Sounds like the typical excuse making - blaming the tools instead of how they’re used. All websites don’t look the same, but many/most do look like shit and perform no better than a page in 1999 over dialup. That’s becuase the developers build garbage, not because the tools suck (not saying the tools don’t suck, or don’t have issues, but these are the tools you get when they grow organically as new ideas produce new capabilities).
There are good, even great pages out there. How then are those built if the tools don’t permit it?
I know that JS, CSS, and HTML aren’t perfect, but it feels like this person is throwing out the baby with the bathwater.
Yea,its a juvenile take. Something I thought when I was a teen. “Why didn’t they make it work like this?”, and then Dad would look at me and say something like “you have no idea what they were dealing with at the time”.

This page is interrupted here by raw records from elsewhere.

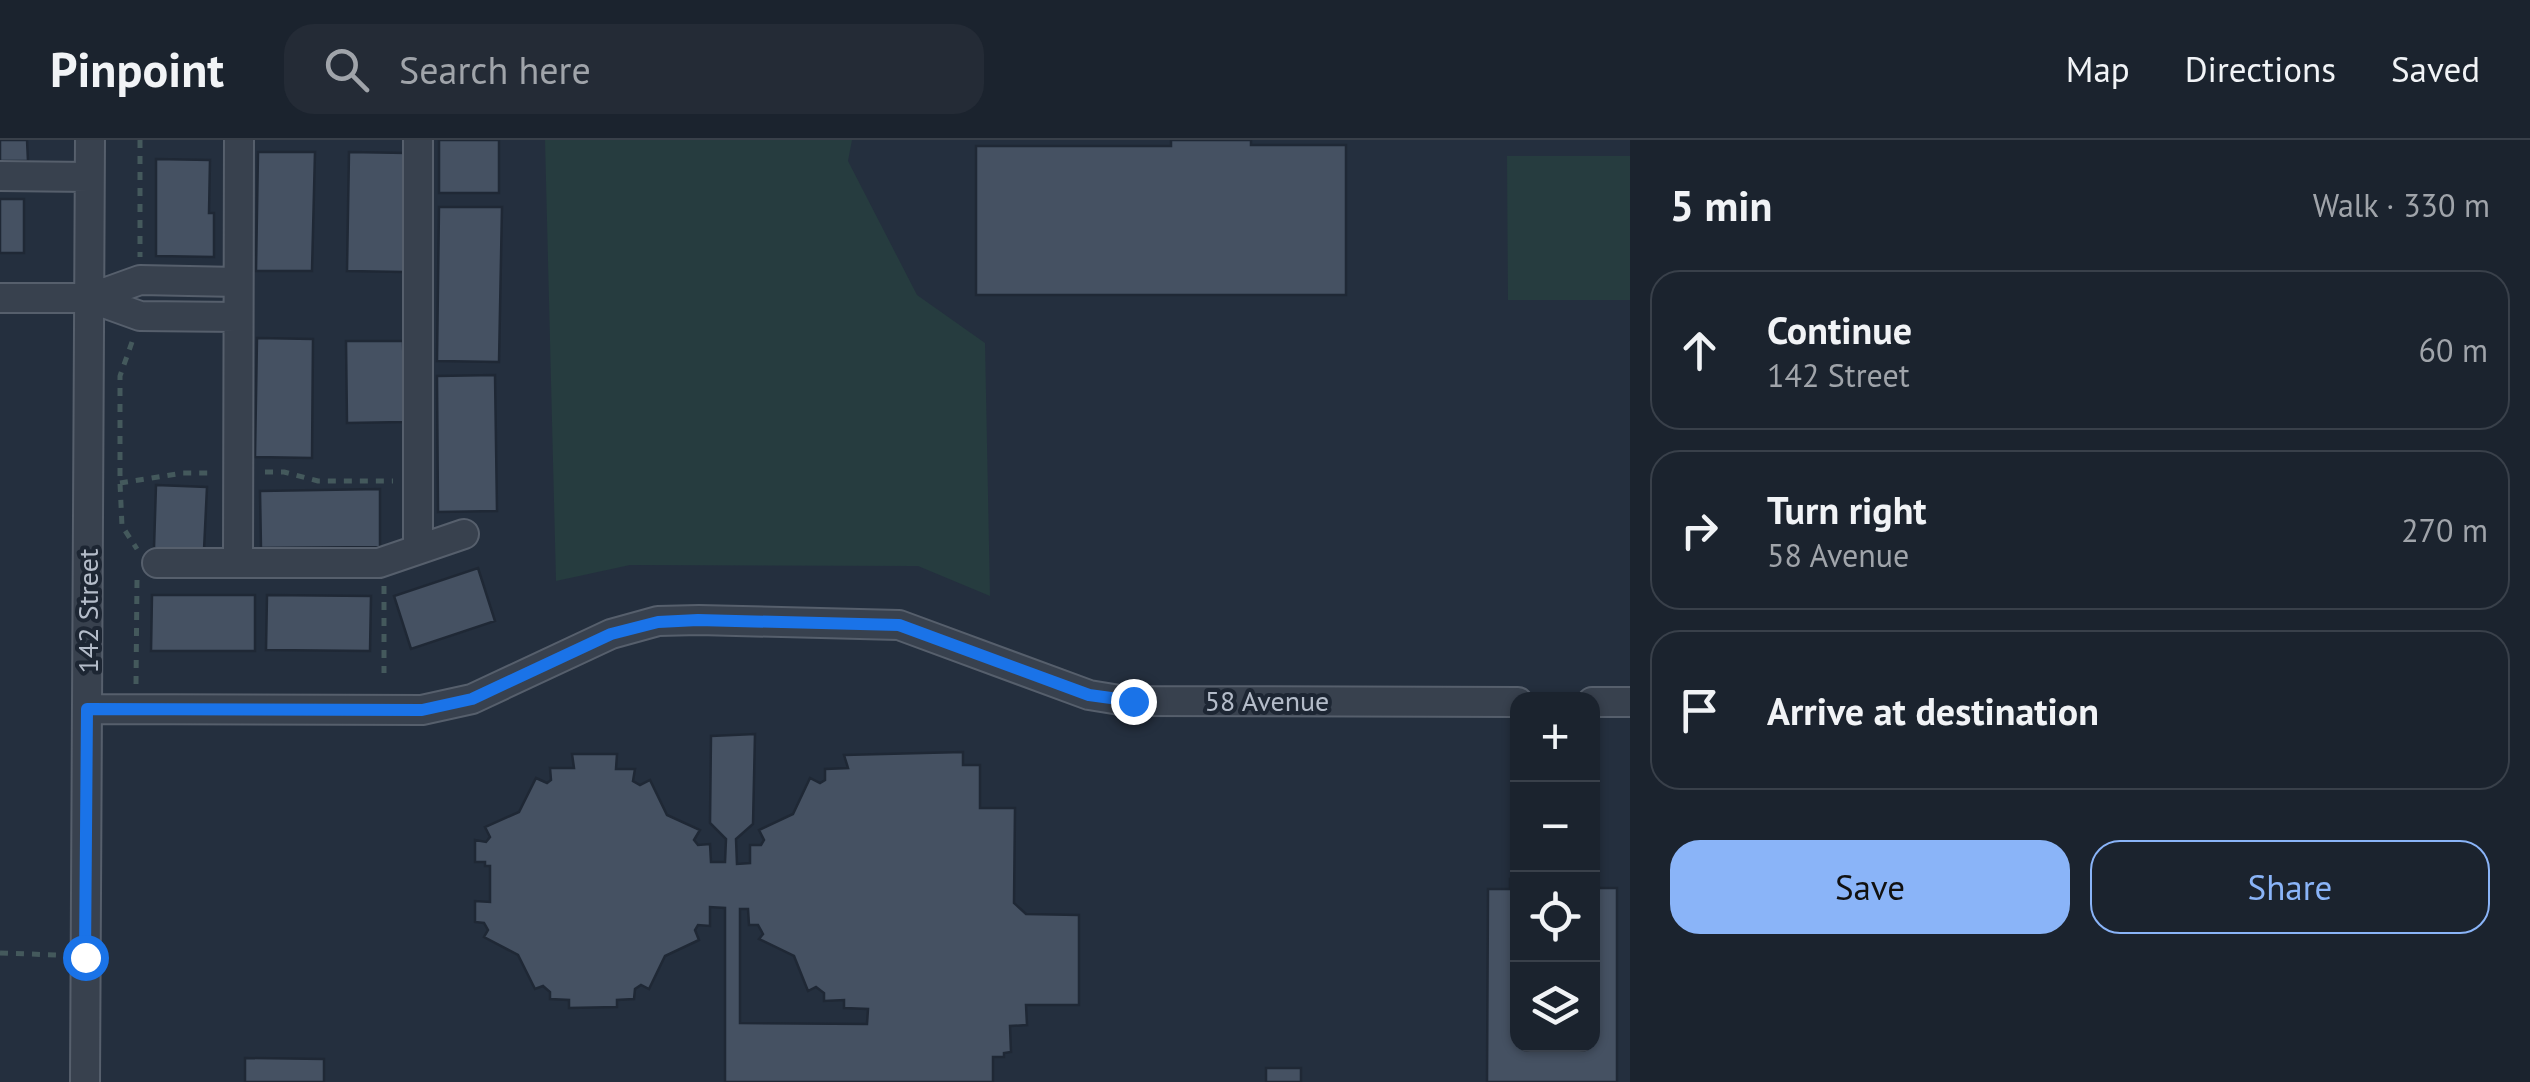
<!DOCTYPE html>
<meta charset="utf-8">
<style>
:root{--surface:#1b232e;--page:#242b36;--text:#f1f3f6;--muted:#a0a4aa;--line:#39404a;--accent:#8ab4f8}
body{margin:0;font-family:"PT Sans",sans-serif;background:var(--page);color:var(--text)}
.controls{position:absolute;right:30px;bottom:30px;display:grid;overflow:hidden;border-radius:20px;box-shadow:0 2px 8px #0004}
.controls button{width:90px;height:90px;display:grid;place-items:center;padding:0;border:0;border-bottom:2px solid var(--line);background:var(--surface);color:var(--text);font:50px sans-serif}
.stop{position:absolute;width:30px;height:30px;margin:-22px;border:8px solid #1a73e8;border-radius:50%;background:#fff}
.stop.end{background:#1a73e8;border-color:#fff;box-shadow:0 2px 10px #0008}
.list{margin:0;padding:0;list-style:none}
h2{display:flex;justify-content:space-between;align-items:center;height:130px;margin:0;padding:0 40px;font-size:42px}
h2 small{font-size:32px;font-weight:400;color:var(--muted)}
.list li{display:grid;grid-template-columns:65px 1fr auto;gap:30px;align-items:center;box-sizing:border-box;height:160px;margin:0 20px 20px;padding:0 20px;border:2px solid var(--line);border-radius:30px}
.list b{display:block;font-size:38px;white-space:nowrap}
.list p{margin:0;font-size:32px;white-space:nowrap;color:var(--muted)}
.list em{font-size:32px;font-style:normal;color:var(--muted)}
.actions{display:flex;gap:20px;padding:30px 40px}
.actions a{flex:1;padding:22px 0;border:2px solid var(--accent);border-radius:30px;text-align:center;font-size:35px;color:var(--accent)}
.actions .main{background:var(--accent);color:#111}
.icon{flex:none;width:55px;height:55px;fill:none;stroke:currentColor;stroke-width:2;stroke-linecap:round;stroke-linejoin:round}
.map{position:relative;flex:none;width:1630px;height:942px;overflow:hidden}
header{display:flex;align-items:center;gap:60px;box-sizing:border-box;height:140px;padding:0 50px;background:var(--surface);border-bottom:2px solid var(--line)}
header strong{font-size:48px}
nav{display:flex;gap:55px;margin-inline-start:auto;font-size:35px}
.search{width:700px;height:90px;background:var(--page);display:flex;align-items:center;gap:25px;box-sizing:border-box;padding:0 35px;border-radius:30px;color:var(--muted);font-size:38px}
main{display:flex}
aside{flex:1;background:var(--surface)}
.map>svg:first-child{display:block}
.green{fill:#263c3f}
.building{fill:#455162;stroke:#1f2835;stroke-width:2.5;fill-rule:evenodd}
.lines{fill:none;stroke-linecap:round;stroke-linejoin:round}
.minor-casing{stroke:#565f6c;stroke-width:32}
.path{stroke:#44595c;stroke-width:5;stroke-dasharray:8 8;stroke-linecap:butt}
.minor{stroke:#38414e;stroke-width:28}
.route{stroke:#1a73e8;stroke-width:12}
.labels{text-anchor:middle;stroke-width:8;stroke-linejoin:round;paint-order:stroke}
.street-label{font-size:28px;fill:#b4bcc9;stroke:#1d2633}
</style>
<header>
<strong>Pinpoint</strong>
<div class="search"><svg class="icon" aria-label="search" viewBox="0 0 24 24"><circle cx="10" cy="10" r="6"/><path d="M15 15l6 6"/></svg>Search here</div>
<nav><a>Map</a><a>Directions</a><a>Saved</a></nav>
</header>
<main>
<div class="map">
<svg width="1630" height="942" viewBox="0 0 1630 942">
<rect width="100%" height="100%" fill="#242f3e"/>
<path class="green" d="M545,0H852L848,21L917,155L985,203L990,456L918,426L630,425L556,441Z
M1507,16H1630V160H1508Z"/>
<path class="building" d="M0,0H27L28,21H0Z
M439,0H499V53H439Z
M1171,0H1251V5H1346V155H976V6H1171Z
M258,12H315L312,131H256Z
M349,12L407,13L404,132L347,131Z
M156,19L210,20L209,73H214V117L156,116Z
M0,59H24V113H0Z
M439,67H502L499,222L437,221Z
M257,198L313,199L312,318L255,317Z
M346,201H403L405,282L347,283Z
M495,235L497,371L438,372L437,236Z
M156,345L207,347L204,410L154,408Z
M380,349V407L261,408L260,351Z
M478,428L495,481L411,509L394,456Z
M152,455H255V511H151Z
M267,455L371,456L370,511L266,510Z
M755,594L753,684L736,699L737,724L750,723V705H761L764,700L759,690L793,674L810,638L820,643L825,640V629L848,628L844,615L963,612V625H980V668H1015L1014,763L1026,774L1079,775V865H1026L1027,885L1010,886L1011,912L1004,913V917H993V942H725V768L710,767V786L698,785L695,790L699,800L665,816L649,849L641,845L635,849L634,859L617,860V867L569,868V860L550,859V852L543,846L535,849L518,815L484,797L488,790L484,783L475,782V761L490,762V726H485V722H475V700L486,702L490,697L485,687L519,672L536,638L547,643L551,640L550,628H574L572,614H617L616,629H635L633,641L640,645L650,640L667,675L700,690L694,700L698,705L710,704L711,722H725L726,699L710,683L711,596ZM740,769H748L749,785H758L763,794L759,799L794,816L808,851L816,847L824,853V861L844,860V868L868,869L867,884L740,883Z
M1510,739H1518V904H1592V748H1617V942H1487L1488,749H1510Z
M245,918L324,919V942H245Z
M1266,928H1301V942H1266Z"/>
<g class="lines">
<defs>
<path id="minor" d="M418,0V409
M0,36L89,37
M0,158H90L140,176L238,177
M90,158L140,140L238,142
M157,423H379L464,394
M238,423L239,0
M1592,562H1630
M87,569L422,570L472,559L611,494L658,481L699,480L899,485L1089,555L1126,561L1518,562
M85,942L90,0"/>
</defs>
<use href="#minor" class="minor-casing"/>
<path class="path" d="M140,0V117
M132,202L120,236V343L122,386L137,409
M265,332H284L318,341H393
M120,343L183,333H211
M384,446V533
M136,544L137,440
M0,813L57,815"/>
<use href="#minor" class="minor"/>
</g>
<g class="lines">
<path class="route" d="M85,817L87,569L422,570L472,559L611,494L658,482L698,480L899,485L1089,555L1133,561"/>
</g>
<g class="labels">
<g class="street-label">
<text transform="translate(88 471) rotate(-90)" y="10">142 Street</text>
<text x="1267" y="571">58 Avenue</text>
</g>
</g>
</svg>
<div class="controls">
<button>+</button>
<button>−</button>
<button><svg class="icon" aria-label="locate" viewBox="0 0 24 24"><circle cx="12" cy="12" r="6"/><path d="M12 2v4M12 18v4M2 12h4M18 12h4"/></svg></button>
<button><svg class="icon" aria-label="layers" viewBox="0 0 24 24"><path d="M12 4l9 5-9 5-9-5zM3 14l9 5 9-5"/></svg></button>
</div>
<div class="stop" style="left:85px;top:817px"></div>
<div class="stop end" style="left:1133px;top:561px"></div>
</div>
<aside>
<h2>5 min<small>Walk · 330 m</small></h2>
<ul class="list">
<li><svg class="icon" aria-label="ahead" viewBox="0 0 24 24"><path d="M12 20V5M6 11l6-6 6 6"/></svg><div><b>Continue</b><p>142 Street</p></div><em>60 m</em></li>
<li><svg class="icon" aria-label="right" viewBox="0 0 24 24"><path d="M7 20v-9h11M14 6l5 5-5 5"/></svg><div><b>Turn right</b><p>58 Avenue</p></div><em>270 m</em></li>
<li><svg class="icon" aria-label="arrive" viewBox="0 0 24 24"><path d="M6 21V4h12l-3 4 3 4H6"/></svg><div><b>Arrive at destination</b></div></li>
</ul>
<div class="actions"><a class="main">Save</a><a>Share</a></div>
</aside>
</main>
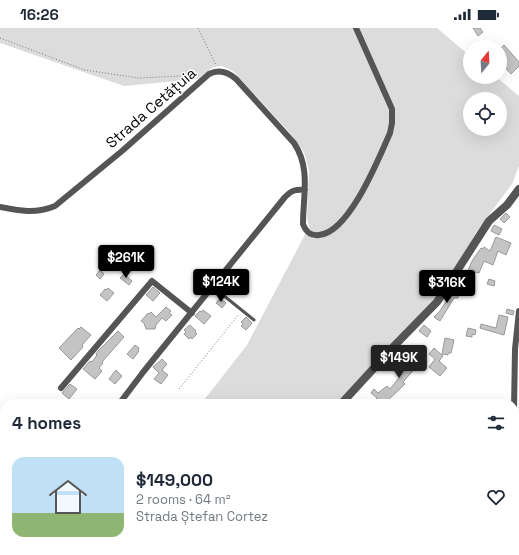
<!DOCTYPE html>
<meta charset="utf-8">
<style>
body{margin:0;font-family:"Space Grotesk",sans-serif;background:#f6f6f7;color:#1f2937;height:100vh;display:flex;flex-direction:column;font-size:15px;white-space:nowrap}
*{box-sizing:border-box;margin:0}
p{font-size:13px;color:#747a83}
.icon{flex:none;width:22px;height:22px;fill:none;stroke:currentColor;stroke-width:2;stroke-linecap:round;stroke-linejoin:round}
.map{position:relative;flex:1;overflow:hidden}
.details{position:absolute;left:0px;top:371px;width:519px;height:156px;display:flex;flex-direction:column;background:#fff;border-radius:16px 16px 0 0;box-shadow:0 4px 16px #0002}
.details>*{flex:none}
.needle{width:26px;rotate:18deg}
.fabs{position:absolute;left:463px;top:12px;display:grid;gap:8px}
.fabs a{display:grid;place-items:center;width:44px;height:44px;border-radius:50%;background:#fff;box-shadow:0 4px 16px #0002;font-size:20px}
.price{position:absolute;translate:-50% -34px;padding:0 9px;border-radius:4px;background:#000;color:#fff;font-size:13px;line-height:26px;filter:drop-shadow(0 1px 2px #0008)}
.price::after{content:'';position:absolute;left:50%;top:24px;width:12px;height:9px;margin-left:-6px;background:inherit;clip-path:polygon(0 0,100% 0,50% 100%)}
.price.active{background:#222;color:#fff}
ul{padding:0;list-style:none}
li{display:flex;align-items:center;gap:12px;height:100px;padding:0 12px}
li span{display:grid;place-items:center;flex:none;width:112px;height:80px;border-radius:12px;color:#555}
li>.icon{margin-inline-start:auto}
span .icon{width:48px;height:48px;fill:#fffc;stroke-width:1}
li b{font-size:17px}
h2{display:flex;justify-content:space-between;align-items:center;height:48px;padding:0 12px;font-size:17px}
.status{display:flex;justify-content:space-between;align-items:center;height:28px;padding:0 20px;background:#fff;direction:ltr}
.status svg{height:11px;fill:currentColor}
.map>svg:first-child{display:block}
</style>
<div class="status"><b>16:26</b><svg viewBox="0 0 49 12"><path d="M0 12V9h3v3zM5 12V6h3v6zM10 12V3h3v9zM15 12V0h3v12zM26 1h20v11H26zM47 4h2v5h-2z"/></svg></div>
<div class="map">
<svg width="519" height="527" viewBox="0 0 519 527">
<rect width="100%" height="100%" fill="#fff"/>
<path fill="#dcdcdc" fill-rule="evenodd" d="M 0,0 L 437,0 L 470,28 L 470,49 L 496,49 L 519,68 L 519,138 L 512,156 L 477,203 L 437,275 L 337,376 L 201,376 L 247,317 L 309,199 L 307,189 L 309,143 L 304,124 L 290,105 L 233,43 L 222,38 L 213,39 L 198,51 L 124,58 L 0,15 ZM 470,71 L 500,71 L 500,101 L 470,101 Z"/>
<path fill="#c4c4c4" stroke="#999" d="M 473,0 L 480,0 L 483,4 L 478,8 Z
M 504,17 L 519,34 L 519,38 L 511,46 L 500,34 L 500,21 Z
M 506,185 L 510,189 L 504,195 L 500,191 Z
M 494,197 L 502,201 L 499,207 L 491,203 Z
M 496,209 L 511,215 L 506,227 L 498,223 L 493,237 L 484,233 L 479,245 L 474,244 L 470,263 L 456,260 L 457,253 L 461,254 L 462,252 L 464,253 L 466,244 L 467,245 L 472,233 L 481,220 L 483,221 L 484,219 L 490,223 Z
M 118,222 L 121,225 L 120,226 L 132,236 L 126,244 L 114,234 L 109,239 L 105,236 Z
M 100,242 L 104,246 L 100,251 L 96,247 Z
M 124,246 L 132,253 L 129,257 L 120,250 Z
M 489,251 L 495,253 L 494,258 L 487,256 Z
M 153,259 L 160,265 L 153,273 L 146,267 Z
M 108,260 L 114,265 L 107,273 L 100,267 L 105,261 L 106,262 Z
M 452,260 L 459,262 L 458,270 L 454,270 L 440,293 L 434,289 L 440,283 L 447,272 L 450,274 Z
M 220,270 L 226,275 L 222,280 L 216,275 Z
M 166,279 L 171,283 L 169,285 L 172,287 L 166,293 L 162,290 L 156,297 L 155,301 L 146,301 L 144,295 L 141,293 L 148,285 L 149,286 L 151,284 L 156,289 Z
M 507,281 L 514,283 L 513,287 L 506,285 Z
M 203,282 L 211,288 L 204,296 L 195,288 L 200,283 L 201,284 Z
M 499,287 L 508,289 L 504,307 L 480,300 L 481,296 L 496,300 Z
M 246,289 L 252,295 L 246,302 L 241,298 L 243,296 L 241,294 Z
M 190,297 L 196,303 L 195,304 L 197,306 L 192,311 L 191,309 L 189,311 L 184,306 L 186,304 L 184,302 Z
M 424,297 L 431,303 L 427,309 L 419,303 Z
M 81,299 L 91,307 L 82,317 L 83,319 L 71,332 L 59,320 L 78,300 L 79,301 Z
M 468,300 L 476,302 L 475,307 L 472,306 L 472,309 L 466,308 Z
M 118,303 L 124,309 L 102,334 L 103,335 L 99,340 L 102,343 L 95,351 L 83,341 L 90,333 L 92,334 L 97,327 L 96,326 L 99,322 Z
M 445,310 L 454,312 L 451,325 L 448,325 L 448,327 L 442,326 Z
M 135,317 L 139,320 L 138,322 L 139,323 L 133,331 L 127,326 Z
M 416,320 L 426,328 L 403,354 L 405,356 L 384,376 L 371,376 L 377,370 L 371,365 L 374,361 L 378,365 L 387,358 L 390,361 L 402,346 L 399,344 L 413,328 L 410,326 Z
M 434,320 L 443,328 L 439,333 L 447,340 L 440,348 L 429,339 L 435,331 L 429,326 Z
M 162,331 L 167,336 L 162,342 L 168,347 L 161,356 L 154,351 L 159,345 L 153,339 Z
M 116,342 L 122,348 L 115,356 L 109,351 Z
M 70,356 L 77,361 L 69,371 L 62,365 Z
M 83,522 L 97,522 L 91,527 L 78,527 Z
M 181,522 L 195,522 L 197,525 L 195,527 L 185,527 Z"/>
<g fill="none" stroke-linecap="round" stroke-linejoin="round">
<path stroke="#777" stroke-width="1" stroke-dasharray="1 2" stroke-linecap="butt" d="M 198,0 L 216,37
M 0,10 L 85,42 L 138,50 L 199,47
M 179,361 L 239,286
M 352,522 L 353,527
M 455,522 L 455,527
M 403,527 L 408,522"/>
<path stroke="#555" stroke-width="3" d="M 213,259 L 254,292"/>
<path stroke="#555" stroke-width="6" d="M 0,179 C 19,183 36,186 55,178 L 122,123 L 209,46 C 219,41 228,44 236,51 L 294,115 C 311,140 303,168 303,196 C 306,204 310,208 319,207 C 349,205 379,130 390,105 L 392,95 L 392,81 L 356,0
M 61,360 L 152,253 L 192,285
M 119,376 L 144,343 L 285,169 C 292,162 296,161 305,162
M 514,382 L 515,321 L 519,283
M 0,455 L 5,450
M 0,486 L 5,484
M 0,518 L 5,513
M 41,527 L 47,522
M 110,527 L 117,522"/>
<path stroke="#555" stroke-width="8" d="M 341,376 L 397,315 L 437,274 L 489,193 L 507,177 L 519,161
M 209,527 L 213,522"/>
</g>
<g text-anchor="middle" stroke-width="3" stroke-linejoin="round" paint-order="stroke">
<g font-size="15" fill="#000" stroke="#fff">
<text transform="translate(151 80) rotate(-41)" y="5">Strada Cetățuia</text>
</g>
</g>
</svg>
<div class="fabs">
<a><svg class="needle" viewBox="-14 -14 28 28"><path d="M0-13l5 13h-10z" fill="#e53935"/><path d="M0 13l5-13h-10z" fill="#747a83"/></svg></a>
<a><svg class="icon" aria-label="locate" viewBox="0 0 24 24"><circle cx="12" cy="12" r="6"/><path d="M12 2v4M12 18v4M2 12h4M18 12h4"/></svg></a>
</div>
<b class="price" style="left:126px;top:251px">$261K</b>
<b class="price" style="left:221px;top:275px">$124K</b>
<b class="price" style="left:447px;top:276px">$316K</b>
<b class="price active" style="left:399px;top:351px">$149K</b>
<section class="details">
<h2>4 homes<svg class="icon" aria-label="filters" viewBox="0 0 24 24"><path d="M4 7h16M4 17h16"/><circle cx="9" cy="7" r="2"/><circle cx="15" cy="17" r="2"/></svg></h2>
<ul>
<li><span style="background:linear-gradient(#bfe0f5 70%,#8fb573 0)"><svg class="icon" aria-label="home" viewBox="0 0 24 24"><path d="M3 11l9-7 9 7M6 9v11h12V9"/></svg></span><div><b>$149,000</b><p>2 rooms · 64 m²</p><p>Strada Ștefan Cortez</p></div><svg class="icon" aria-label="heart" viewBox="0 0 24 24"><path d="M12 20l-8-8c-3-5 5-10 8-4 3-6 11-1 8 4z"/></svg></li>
</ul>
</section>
</div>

Mind, this was about electro-mechanical stuff, not programming.
He had so many tools that were modified conventional tools to make certain tasks easier, to compensate for change in devices that occurred faster than tools were developed.
Not any different than what developers and programmers (and anyone in IT) do.
It’s impossible to develop a set of tools today that perfectly fit every task people will think of tomorrow, using the tools they currently have. I’m impressed how oblivious OP is of this.